[[ PROVIDED INFORMATION, beginning ]]

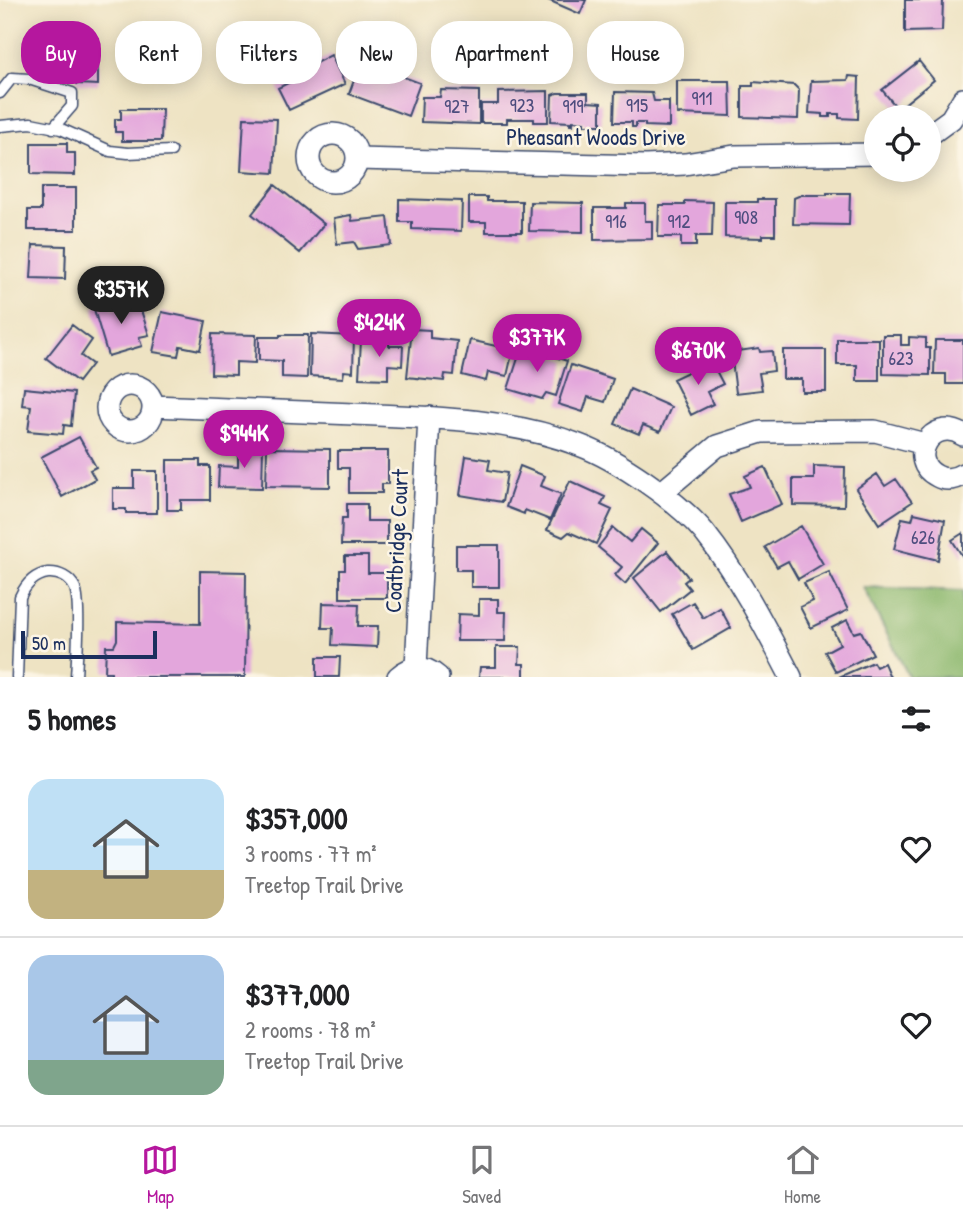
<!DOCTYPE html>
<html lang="en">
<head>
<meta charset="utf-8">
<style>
  body { margin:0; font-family:"Patrick Hand",sans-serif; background:#f2f2f2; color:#202124; height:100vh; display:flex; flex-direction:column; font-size:26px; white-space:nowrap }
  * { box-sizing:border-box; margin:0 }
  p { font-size:23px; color:#757577 }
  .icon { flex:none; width:38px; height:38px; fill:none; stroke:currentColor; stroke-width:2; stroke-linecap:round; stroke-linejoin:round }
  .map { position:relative; height:677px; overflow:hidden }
  .sheet { display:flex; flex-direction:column; background:#fff; flex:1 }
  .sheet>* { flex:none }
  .hud { position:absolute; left:21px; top:21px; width:922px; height:63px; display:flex; gap:14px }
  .buttons { position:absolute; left:864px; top:105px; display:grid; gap:14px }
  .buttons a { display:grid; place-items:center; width:77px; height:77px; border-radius:50%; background:#fff; box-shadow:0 4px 18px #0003; font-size:35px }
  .scale { position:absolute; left:21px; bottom:18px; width:136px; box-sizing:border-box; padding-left:7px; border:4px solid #1b2f5e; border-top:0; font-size:19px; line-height:24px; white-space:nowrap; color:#1b2f5e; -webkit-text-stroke:5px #fcf5e5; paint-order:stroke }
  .price { position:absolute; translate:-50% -60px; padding:0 16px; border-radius:24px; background:#b5179e; color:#fff; font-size:23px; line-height:46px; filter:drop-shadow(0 2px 4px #0008) }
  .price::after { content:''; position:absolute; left:50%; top:42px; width:21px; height:16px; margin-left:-10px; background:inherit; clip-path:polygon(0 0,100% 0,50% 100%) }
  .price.selected { background:#222; color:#fff }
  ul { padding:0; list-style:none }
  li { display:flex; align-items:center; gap:21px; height:175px; padding:0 28px }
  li+li { border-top:2px solid #e0e0e0 }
  li span { display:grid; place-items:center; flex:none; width:196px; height:140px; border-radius:21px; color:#555 }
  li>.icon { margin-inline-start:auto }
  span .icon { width:84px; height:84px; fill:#fffc; stroke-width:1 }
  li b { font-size:30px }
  h2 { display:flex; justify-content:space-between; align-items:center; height:84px; padding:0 28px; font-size:30px }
  .pill { padding:0 24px; border-radius:28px; background:#fff; box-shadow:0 4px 18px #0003; font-size:24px; line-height:63px }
  .pill.selected { background:#b5179e; color:#fff }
  .tab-bar { display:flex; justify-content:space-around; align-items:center; height:98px; border-top:2px solid #e0e0e0; background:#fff; font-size:19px; color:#757577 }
  .tab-bar a { display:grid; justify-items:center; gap:4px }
  .tab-bar .selected { color:#b5179e }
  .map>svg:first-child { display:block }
</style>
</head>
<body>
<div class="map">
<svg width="963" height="677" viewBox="0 0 963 677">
  <rect width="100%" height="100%" fill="#fcf5e5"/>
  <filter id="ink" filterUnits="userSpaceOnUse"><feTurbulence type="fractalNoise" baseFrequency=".0143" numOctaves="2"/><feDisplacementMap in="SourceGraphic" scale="14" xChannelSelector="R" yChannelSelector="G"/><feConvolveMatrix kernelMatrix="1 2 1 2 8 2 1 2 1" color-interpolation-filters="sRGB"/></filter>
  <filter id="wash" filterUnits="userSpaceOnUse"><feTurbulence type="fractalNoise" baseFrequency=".00686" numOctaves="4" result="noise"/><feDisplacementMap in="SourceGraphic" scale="28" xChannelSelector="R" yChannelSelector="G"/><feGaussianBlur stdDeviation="1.57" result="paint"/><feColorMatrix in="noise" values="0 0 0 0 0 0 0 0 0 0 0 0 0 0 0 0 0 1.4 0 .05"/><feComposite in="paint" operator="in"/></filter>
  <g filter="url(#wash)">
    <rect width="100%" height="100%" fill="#eee3c3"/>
    <path fill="#8eb970" stroke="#547467" stroke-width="2" d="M863 587 963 591V677H909Z"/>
    <g id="blocks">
      <path fill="#e3a6dc" d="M548 0H586L580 14Z
        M905 0H943L942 31 905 32Z
        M48 39H98V85L77 84V73H48Z
        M331 55 345 84 289 110 278 88 302 76 300 71Z
        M919 61 934 80 898 109 882 90Z
        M385 70 420 83 408 116 349 94 357 72 381 81Z
        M849 76 859 77 858 119 839 118V114H830V117H823V114L809 113 811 81 848 80Z
        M677 81H730L731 116 677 114Z
        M753 82 794 85 799 90 798 119 742 117V86H753Z
        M441 90 479 91V124L421 122 422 97H440Z
        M548 91V122H534V119H507V123H481V104H498V92Z
        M615 92 652 93 654 101H669V127L645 126V123H636V127H632V122H614Z
        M557 93H588V102L601 103V125H584V122L573 121V125H570V122L551 121 552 95Z
        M121 109H162L161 141H122V132H115V119H121Z
        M244 118 277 119 274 173 241 171Z
        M31 143H67V153H75V175L31 174Z
        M275 185 324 224 300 253 252 214Z
        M41 188H76V230H28V210H41Z
        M827 193H850L849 225 793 224 794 198 801 195H827Z
        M469 197H487V201H522V232H486V222H469Z
        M399 199 462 201 461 231 412 229V222H399Z
        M757 199H775V235H763V238L725 237V202H757Z
        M685 201 713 202 712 236H696V246H681V237H658L659 205H685Z
        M530 202 583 203V232L529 231Z
        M626 203H645V221H652V239L594 240V208H626Z
        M351 215 352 221 388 217 391 245 358 249 354 242 337 244 334 218Z
        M33 245 66 246 65 279 31 278Z
        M110 300 113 308 138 301 149 335 139 337 142 346 108 356 93 306Z
        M162 312 206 321 200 350 180 346 178 356 153 352Z
        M72 325 92 340 81 356 92 364 78 382 46 358Z
        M412 329 430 330V338L457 341 454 375 445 374 444 381 407 377Z
        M212 334 256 335 255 363 236 362V375L211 374Z
        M311 334 354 336 353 372 344 371 343 378 310 376Z
        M280 335H308L307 378 282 377V361L259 360V337H280Z
        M883 335H901V345H909V337L926 338V348H930V375L883 374Z
        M837 339H879V381H857V365H837Z
        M361 340 389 341V346H403L402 366 388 365V379L359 378Z
        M470 340 513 350 507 376 488 372 486 381 462 375Z
        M935 340H963V384H946V374H934Z
        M522 346 567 361 556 396 546 393 542 399 508 389Z
        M759 348 760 352 772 351 774 371 759 373 762 390 736 393 731 352Z
        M783 350H826V392H802V379H783Z
        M711 361 723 384 707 392 713 404 691 415 673 379Z
        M571 365 613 379 605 402 588 397 583 412 558 404Z
        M24 388 74 393 71 426 64 425 63 434 28 431 31 406 22 405Z
        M630 389 671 407 660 432 643 425 639 434 615 424Z
        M79 437 96 467 90 470 95 479 62 497 41 457Z
        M238 448H263L262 488 218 487 219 466 238 467Z
        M267 448 330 449V487L266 486Z
        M338 451H388V484H382V493H349V468H338Z
        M466 456 490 460 488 470 507 473 502 502 460 495Z
        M167 460H200V466H210V500H181V510H167Z
        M520 466 545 476 541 486 561 494 550 520 525 510 524 514 506 507Z
        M814 466 845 467 844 506 793 505V479H814Z
        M765 467 782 504 741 522 729 494 750 487 745 476Z
        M134 471H157V513H126V509H113V488H134Z
        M877 474 885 486 896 479 912 502 879 524 856 489Z
        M570 481 605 497 601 505 612 510 596 544 569 532 563 537 547 530Z
        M347 504H367V521H387V545H341L342 518H347Z
        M914 513 945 520 938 560 894 549 902 518 912 520Z
        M801 526 823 564 798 579 788 561 777 567 765 547Z
        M613 528 630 542 641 529 658 543 625 584 615 575 622 567 598 547Z
        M963 533V557L952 540Z
        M456 545H499V587H471V570H456Z
        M667 551 689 578 684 582 690 589 661 612 634 578Z
        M345 556H368V573H387V598H340V570H345Z
        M200 571 246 572 245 677H111V672H105L106 646H114L117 640V622L200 624Z
        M829 572 848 610 811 628 800 607 813 601 804 583Z
        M479 599H498V612H506L505 641H457L458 614 479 615Z
        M693 602 703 618 720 608 731 628 693 650 672 614Z
        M323 603 359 604 358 626H378L377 647 332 645 333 628H322Z
        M847 620 854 633 861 631 873 654 836 672 825 652 840 644 832 628Z
        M496 647H520L519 664H524V677H479L480 667H496Z
        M317 657H340L339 677H317Z
        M873 662 876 667 884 663 890 677H839Z"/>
    </g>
  </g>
  <g filter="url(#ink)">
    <use href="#blocks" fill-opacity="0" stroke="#3b4a6d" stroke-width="2"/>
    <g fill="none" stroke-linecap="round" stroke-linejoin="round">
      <defs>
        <path id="service" d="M0 93 12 78 29 79 72 93V106L53 128
          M0 126 31 123 61 129 110 151 128 153 171 151
          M17 677 20 597C25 586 34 575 48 573 59 572 70 578 75 588 81 605 77 657 76 677"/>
        <path id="minor" d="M309 158a24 24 0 1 1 48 0a24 24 0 1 1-48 0Z
          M929 135 951 119 963 99
          M357 159 646 166 685 164 734 156 877 154
          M107 408a23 23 0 1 1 46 0a23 23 0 1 1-46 0Z
          M153 406C220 409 287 411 354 414 428 417 508 418 579 445 617 459 678 501 704 532 739 576 765 627 791 677
          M963 435C931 415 906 461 937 476 946 481 955 479 963 474
          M661 493 717 446 761 432 875 431 925 444
          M416 667 429 417
          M398 677C411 665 424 665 438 677"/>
      </defs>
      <use href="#service" stroke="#3b4a6d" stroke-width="13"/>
      <use href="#minor" stroke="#3b4a6d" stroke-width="24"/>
      <use href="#service" stroke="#fff" stroke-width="10"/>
      <use href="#minor" stroke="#fff" stroke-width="21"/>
    </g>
  </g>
  <g text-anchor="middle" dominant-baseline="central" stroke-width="5" stroke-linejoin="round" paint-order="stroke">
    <g font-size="19" fill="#4d4d7e">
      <text x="702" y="98">911</text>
      <text x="522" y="105">923</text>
      <text x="637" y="105">915</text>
      <text x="457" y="106">927</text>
      <text x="573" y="106">919</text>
      <text x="746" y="217">908</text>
      <text x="616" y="221">916</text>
      <text x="679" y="221">912</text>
      <text x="901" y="358">623</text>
      <text x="923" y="537">626</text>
    </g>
    <g font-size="23" fill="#1b2f5e" stroke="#fcf5e5">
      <text x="596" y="136">Pheasant Woods Drive</text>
      <text transform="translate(396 541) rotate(-87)">Coatbridge Court</text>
    </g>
  </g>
</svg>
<div class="buttons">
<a><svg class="icon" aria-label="locate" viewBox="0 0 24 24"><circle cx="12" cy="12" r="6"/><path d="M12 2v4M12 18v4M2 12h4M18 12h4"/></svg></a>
</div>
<div class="scale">50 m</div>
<b class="price selected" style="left:121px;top:326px">$357K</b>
<b class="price" style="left:379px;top:359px">$424K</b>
<b class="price" style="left:537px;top:374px">$377K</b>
<b class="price" style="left:698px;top:387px">$670K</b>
<b class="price" style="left:244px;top:470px">$944K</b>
<div class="hud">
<a class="pill selected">Buy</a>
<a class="pill">Rent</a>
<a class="pill">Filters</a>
<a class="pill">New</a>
<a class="pill">Apartment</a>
<a class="pill">House</a>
</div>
</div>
<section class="sheet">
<h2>5 homes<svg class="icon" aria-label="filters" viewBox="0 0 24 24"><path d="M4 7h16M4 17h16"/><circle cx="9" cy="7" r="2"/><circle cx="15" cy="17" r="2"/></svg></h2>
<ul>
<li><span style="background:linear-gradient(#bfe0f5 65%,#c2b280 0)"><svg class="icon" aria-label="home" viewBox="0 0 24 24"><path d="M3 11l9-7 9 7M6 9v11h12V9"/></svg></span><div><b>$357,000</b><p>3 rooms · 77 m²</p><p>Treetop Trail Drive</p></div><svg class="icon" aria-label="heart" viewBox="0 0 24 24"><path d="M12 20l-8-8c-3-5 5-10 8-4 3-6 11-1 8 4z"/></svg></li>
<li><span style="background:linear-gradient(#a9c7e8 75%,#7fa58c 0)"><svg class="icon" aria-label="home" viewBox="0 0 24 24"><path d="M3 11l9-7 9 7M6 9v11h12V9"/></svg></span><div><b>$377,000</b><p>2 rooms · 78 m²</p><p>Treetop Trail Drive</p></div><svg class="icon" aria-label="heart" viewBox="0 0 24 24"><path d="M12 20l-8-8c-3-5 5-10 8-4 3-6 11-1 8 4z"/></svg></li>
</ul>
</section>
<nav class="tab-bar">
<a class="selected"><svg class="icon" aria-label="map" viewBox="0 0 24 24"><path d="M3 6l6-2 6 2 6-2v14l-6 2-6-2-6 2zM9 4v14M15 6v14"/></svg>Map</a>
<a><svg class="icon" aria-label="saved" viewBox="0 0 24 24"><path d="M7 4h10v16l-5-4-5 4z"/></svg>Saved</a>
<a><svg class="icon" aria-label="home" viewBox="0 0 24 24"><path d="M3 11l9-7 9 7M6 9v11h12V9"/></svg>Home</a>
</nav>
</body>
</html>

[[ PROVIDED INFORMATION, end ]]

PROBLEM:
Where a line of the records holds the word "sizing", copy that line.

WRITTEN ANSWER:
  * { box-sizing:border-box; margin:0 }
  .scale { position:absolute; left:21px; bottom:18px; width:136px; box-sizing:border-box; padding-left:7px; border:4px solid #1b2f5e; border-top:0; font-size:19px; line-height:24px; white-space:nowrap; color:#1b2f5e; -webkit-text-stroke:5px #fcf5e5; paint-order:stroke }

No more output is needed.